Nascido e criado na classe média de Nova Iorque, em 1989, na estreia com a Sire, Lou Reed dá o nome da sua cidade ao disco em que volta a exibir a sua melhor forma. E dessa vez o enredo varia entre o negro da epidemia de VIH que então varria a cidade (Halloween Parade) e as dúvidas da paternidade (Beginning of a Great Adventure). Depois, em 1990, volta a gravar com John Cale, Songs for Drella, um disco completamente dedicado a Andy Warhol, falecido três anos antes. E a morte ainda voltaria a ser o tema central do terceiro disco na Sire (Magic and Loss) antes do bem mais animado Set the Twilight Reeling (1996). Quatro anos depois chegaria Ecstasy (2000) e o regresso à distorção nas guitarras, ao sexo e às relações mal resolvidas e em 2003 com The Raven o regresso aos projetos mais afastados do mainstream - um disco baseado na obra de Edgar Allan Poe e com colaborações de David Bowie, Ornette Coleman e até dos atores Willem Defoe e Steve Buscemi. A completar a caixa agora lançada estão dois concertos - um semi-acústico com um alinhamento transversal à carreira (A Perfect Night: Live in London) e Animal Serenade, gravado em 2004 na paragem em Los Angeles durante a digressão de Raven.
[citacao:Trocou heroína e anfetaminas pelo Tai Chi, mas foi sempre polémico]
Falecido a 23 de outubro de 2013, com 71 anos, Reed já tinha trocado a heroína e as anfetaminas por exercícios de Tai Chi, mas nem por isso deixara de ser polémico. Editado dois anos antes da sua morte, o seu último disco, Lulu, entraria para o top das suas jogadas mais arriscadas: uma ópera alemã do século XIX, declamada com os Metallica a tocar ao fundo. Uma mistura inesperada e mal ensaiada, que acabaria por ser a sua despedida. E mesmo hoje, Reed continua a gerar polémica. Na sua mais recente biografia, Notes from the Velvet Undeground: The Life of Lou Reed, de Howard Sounes, a história ganha contornos ainda mais negros dos que contados nos discos.
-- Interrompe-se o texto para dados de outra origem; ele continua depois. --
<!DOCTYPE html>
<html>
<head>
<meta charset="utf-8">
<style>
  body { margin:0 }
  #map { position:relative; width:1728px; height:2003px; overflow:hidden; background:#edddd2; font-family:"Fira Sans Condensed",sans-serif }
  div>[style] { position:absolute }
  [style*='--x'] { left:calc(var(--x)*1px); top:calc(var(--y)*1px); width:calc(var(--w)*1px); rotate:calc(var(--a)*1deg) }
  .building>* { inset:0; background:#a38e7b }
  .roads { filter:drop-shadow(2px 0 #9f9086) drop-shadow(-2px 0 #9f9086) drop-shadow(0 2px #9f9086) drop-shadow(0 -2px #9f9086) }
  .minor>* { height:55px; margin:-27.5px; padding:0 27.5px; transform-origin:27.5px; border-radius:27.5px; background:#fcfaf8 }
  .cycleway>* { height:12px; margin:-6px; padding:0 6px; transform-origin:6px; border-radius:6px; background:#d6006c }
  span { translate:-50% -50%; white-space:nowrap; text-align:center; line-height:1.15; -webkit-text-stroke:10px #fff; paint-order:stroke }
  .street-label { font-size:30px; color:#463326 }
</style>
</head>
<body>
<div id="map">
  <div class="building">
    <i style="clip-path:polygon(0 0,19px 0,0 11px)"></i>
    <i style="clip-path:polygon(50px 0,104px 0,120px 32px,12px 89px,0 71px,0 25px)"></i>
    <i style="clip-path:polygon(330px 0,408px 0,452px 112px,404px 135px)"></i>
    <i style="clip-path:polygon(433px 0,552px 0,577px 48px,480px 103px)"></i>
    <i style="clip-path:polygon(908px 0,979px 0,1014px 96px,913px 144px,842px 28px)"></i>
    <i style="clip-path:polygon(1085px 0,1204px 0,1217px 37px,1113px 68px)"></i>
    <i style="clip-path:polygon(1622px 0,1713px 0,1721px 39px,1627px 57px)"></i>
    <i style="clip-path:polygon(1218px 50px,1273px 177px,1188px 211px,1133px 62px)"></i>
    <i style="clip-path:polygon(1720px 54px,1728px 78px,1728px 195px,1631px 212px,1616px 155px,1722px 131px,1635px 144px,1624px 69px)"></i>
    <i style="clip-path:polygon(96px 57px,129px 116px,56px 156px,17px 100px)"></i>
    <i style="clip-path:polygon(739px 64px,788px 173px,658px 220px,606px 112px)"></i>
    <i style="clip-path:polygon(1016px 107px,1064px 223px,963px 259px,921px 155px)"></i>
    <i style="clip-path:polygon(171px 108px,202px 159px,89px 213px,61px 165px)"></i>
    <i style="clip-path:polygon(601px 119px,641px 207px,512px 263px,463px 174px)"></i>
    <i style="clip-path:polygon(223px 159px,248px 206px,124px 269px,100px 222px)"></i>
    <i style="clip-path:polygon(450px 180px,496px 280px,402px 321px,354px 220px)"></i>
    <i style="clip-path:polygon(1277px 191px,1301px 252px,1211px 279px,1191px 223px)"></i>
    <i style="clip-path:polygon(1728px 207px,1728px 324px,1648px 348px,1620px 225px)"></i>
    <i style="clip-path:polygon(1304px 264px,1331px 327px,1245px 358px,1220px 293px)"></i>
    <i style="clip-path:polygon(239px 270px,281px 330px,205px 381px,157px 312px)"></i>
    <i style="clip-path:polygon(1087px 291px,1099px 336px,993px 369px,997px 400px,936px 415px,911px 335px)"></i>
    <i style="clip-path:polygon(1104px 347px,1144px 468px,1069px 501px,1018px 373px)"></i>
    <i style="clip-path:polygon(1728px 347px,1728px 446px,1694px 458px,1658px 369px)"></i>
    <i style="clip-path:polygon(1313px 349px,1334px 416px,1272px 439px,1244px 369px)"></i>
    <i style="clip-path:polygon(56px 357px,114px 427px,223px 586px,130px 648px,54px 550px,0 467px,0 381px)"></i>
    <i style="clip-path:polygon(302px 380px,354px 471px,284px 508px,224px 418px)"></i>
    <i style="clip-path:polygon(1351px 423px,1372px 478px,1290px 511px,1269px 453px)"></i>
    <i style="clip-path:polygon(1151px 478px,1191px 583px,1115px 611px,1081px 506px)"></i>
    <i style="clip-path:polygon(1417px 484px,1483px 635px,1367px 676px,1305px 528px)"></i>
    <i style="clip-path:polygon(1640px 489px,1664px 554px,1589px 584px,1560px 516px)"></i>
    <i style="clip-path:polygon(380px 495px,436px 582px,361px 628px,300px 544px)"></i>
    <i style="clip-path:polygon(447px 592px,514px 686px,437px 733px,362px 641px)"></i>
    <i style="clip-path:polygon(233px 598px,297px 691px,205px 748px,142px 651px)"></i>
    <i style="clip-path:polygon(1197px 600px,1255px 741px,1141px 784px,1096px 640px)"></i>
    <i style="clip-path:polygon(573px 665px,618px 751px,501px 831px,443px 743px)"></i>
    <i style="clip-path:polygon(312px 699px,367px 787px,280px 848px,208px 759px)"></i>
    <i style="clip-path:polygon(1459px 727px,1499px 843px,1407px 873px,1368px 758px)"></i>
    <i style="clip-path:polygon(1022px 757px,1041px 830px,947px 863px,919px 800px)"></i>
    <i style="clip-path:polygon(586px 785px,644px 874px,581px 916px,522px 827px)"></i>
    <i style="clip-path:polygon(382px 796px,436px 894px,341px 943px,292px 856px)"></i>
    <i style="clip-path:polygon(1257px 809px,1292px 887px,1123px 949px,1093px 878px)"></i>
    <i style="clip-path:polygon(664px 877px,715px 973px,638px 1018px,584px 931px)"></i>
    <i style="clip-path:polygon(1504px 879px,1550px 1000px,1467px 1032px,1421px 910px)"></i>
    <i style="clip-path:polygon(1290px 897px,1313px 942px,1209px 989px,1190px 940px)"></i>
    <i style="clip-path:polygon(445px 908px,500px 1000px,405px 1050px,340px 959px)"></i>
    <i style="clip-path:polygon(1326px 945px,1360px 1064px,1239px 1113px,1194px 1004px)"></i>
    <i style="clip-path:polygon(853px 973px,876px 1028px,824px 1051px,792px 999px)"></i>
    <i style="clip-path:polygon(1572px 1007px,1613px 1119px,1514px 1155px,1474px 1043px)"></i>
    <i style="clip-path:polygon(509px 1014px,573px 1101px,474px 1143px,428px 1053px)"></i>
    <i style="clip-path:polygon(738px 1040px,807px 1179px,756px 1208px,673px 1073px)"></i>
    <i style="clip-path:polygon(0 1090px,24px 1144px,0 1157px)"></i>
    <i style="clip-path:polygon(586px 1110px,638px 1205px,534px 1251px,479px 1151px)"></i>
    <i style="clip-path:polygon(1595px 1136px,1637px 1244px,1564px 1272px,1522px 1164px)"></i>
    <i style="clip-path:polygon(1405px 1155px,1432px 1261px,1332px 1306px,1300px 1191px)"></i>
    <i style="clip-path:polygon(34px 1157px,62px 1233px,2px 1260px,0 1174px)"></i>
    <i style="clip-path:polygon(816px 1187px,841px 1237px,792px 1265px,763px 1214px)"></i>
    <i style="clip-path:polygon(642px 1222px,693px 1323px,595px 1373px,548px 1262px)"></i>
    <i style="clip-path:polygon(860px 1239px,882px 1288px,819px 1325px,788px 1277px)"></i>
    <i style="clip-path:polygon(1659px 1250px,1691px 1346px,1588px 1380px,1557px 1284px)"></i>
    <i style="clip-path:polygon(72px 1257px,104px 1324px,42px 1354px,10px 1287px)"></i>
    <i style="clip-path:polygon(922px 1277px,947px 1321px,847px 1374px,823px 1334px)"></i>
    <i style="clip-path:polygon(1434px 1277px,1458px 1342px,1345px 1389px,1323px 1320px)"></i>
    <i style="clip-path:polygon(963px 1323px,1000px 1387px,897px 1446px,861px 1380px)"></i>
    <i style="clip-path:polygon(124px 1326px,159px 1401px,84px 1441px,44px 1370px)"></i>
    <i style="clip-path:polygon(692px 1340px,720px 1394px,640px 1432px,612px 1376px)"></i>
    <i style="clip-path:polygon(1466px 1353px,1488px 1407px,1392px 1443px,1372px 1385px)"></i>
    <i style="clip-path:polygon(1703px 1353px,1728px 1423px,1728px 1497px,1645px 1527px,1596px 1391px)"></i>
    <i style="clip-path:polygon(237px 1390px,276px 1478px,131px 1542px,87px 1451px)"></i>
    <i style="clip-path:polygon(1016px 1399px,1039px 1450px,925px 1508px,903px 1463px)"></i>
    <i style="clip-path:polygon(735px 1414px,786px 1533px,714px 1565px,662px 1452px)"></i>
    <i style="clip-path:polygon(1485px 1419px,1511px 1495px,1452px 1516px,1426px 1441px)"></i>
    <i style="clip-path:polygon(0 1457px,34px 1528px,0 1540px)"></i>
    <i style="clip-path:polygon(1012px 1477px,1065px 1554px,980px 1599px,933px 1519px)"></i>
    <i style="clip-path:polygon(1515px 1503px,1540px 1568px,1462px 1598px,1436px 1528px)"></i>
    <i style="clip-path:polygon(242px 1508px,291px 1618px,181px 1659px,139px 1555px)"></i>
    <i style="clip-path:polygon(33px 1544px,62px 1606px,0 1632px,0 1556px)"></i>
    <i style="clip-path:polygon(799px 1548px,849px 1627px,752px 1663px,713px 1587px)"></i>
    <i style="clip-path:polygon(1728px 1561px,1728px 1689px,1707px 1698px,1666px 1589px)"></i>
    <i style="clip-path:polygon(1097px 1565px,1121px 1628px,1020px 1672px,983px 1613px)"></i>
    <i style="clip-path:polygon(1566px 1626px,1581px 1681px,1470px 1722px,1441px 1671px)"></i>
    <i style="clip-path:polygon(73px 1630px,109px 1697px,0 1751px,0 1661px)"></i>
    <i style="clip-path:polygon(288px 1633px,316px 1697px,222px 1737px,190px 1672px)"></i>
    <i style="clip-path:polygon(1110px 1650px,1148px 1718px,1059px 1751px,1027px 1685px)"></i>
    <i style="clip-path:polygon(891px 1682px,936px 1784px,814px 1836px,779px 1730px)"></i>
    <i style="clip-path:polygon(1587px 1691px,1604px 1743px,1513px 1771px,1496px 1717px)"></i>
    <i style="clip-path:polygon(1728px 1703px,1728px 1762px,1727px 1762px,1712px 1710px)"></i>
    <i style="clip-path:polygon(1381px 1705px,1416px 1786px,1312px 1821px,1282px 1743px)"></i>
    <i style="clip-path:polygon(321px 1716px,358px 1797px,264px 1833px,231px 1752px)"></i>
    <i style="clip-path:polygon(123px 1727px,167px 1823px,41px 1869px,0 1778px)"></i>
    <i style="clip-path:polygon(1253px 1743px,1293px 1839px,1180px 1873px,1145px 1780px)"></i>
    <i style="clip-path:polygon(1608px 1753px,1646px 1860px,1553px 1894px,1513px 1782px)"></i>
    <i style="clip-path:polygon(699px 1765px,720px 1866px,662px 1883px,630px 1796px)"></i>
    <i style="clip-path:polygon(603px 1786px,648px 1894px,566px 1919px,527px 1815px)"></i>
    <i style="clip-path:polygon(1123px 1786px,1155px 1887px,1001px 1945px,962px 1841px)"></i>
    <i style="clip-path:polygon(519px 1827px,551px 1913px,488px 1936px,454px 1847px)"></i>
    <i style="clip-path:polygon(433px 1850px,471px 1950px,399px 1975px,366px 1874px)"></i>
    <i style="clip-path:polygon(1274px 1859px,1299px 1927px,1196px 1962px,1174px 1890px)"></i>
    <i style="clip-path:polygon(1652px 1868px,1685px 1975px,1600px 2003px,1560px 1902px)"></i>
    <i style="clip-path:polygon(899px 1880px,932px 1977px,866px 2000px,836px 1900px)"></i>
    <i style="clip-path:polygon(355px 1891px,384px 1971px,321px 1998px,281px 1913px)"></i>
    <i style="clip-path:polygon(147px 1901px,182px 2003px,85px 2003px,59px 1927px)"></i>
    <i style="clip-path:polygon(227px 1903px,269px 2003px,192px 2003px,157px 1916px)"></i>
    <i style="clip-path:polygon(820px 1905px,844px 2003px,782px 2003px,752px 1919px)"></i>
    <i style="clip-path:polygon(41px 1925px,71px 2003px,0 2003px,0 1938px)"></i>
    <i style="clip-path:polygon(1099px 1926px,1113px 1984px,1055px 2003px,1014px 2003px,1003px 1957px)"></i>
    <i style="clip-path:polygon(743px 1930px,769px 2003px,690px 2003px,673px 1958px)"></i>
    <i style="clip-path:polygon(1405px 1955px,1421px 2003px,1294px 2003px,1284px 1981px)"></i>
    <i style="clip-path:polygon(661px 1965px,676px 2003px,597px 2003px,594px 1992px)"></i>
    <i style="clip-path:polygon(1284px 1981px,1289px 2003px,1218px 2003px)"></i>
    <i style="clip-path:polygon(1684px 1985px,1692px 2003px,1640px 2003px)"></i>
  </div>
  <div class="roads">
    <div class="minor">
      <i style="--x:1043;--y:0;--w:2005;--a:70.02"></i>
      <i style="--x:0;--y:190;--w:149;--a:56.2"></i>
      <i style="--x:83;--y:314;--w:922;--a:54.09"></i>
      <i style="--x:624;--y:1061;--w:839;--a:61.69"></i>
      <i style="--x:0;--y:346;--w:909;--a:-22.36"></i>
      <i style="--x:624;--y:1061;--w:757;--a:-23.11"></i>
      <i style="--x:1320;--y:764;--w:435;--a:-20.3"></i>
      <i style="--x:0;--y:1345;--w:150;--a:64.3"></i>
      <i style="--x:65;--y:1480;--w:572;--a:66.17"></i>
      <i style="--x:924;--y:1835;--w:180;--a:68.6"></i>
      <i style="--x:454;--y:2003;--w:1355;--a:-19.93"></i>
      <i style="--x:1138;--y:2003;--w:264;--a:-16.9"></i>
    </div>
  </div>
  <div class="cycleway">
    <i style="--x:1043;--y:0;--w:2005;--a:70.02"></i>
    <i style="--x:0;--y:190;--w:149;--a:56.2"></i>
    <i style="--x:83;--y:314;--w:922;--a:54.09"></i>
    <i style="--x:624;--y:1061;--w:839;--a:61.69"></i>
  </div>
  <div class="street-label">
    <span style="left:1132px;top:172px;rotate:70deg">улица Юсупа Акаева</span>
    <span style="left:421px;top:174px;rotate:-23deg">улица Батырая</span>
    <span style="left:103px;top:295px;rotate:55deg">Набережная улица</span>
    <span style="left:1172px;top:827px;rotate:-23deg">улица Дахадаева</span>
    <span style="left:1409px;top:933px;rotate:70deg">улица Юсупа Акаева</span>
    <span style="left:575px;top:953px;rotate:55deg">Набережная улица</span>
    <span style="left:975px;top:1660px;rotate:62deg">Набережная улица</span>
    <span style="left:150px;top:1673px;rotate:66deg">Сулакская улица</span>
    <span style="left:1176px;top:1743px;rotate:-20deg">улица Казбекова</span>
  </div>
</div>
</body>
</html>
A ex-mulher Bettye Kronstad conta que foi vítima de violência doméstica, um amigo de escola lembra que o viu bater em namoradas e até um antigo agente, Paul Morrissey, o descreve como "uma cabra odiosa ou a pior pessoa que alguma vez viveu". Amado e odiado, poeta e punk, cantor e guitarrista, compositor capaz de gravar o mais pesado dos discos ou a mais reconfortante das canções, Lou Reed continua por perceber.